Together, these rules empower readers to interpret floating-point statistics confidently, free from the quirks of different implementation languages.
Implementation Guidance
Data writers producing floating-point statistics must now be explicit. If writing FLOAT, DOUBLE, or FLOAT16 using IEEE_754_TOTAL_ORDER, writers must compute bounds using this exact total order and include the nan_count.
Interestingly, implementing this ordering doesn’t require a heavy, complex comparison engine. A simplified logic sketch (written in Rust, but easily adaptable to C++, Java, Python, or Go) looks like this:
pub fn totalOrder(x: f64, y: f64) -> bool {
let mut x_int = x.to_bits() as i64;
let mut y_int = y.to_bits() as i64;
x_int ^= (((x_int >> 63) as u64) >> 1) as i64;
y_int ^= (((y_int >> 63) as u64) >> 1) as i64;
return x_int <= y_int;
}
The same clever trick applies to 32-bit floats (f32): preserve the IEEE bit pattern, flip negative values so their integer representations sort correctly, and compare the resulting integers. The key takeaway for developers is that min_value and max_value must be computed with the identical total-order semantics advertised in the file’s ColumnOrder.
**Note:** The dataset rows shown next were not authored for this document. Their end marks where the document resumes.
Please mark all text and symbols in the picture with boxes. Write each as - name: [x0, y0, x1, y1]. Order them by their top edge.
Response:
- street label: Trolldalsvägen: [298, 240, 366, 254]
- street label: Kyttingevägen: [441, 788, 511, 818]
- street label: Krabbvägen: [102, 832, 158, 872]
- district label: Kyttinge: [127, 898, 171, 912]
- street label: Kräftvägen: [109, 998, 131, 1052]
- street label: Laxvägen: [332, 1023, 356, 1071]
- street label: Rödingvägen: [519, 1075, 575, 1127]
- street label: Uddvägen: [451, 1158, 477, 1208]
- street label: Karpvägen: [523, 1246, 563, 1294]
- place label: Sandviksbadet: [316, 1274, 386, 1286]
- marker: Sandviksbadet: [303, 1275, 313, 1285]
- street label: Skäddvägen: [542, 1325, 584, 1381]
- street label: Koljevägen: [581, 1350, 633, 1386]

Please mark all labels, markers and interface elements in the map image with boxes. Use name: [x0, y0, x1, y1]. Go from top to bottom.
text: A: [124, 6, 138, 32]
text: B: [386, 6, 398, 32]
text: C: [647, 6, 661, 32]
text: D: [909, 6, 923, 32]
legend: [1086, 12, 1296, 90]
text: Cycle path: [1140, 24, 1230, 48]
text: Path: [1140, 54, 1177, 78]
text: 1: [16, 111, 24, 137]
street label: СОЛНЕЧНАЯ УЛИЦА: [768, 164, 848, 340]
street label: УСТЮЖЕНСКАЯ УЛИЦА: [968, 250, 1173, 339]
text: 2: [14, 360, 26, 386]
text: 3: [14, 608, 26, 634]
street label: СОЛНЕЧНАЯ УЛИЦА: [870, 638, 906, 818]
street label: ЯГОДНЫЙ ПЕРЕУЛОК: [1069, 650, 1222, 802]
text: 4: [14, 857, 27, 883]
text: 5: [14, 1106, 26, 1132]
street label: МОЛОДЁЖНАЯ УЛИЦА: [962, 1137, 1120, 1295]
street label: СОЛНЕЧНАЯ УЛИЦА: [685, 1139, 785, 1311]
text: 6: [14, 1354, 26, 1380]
Readers, conversely, should treat a missing nan_count with caution. Absence doesn’t mean zero; it means “unknown,” so NaN values may lurk inside. When nan_count is present, readers can pair it with min and max bounds to make hyper-efficient, safe pruning decisions.
Implementations that haven’t adopted the new rules yet should continue handling older files conservatively, particularly when queries involve NaN or signed zeros, but also in the case of inequalities not involving NaN.
Conclusion
By embracing IEEE 754 total order and nan_count, Apache Parquet now boasts a much clearer, robust foundation for floating-point statistics. This update preserves the blazing speed of predicate pushdown while finally taming the edge cases: NaN values are accurately counted, signed zeros have their rightful place, and all floating-point bit patterns can be ordered deterministically.
It’s a small but mighty refinement to the Parquet format. It boosts interoperability across different programming languages and query engines, giving readers the precise information they need to prune data with confidence.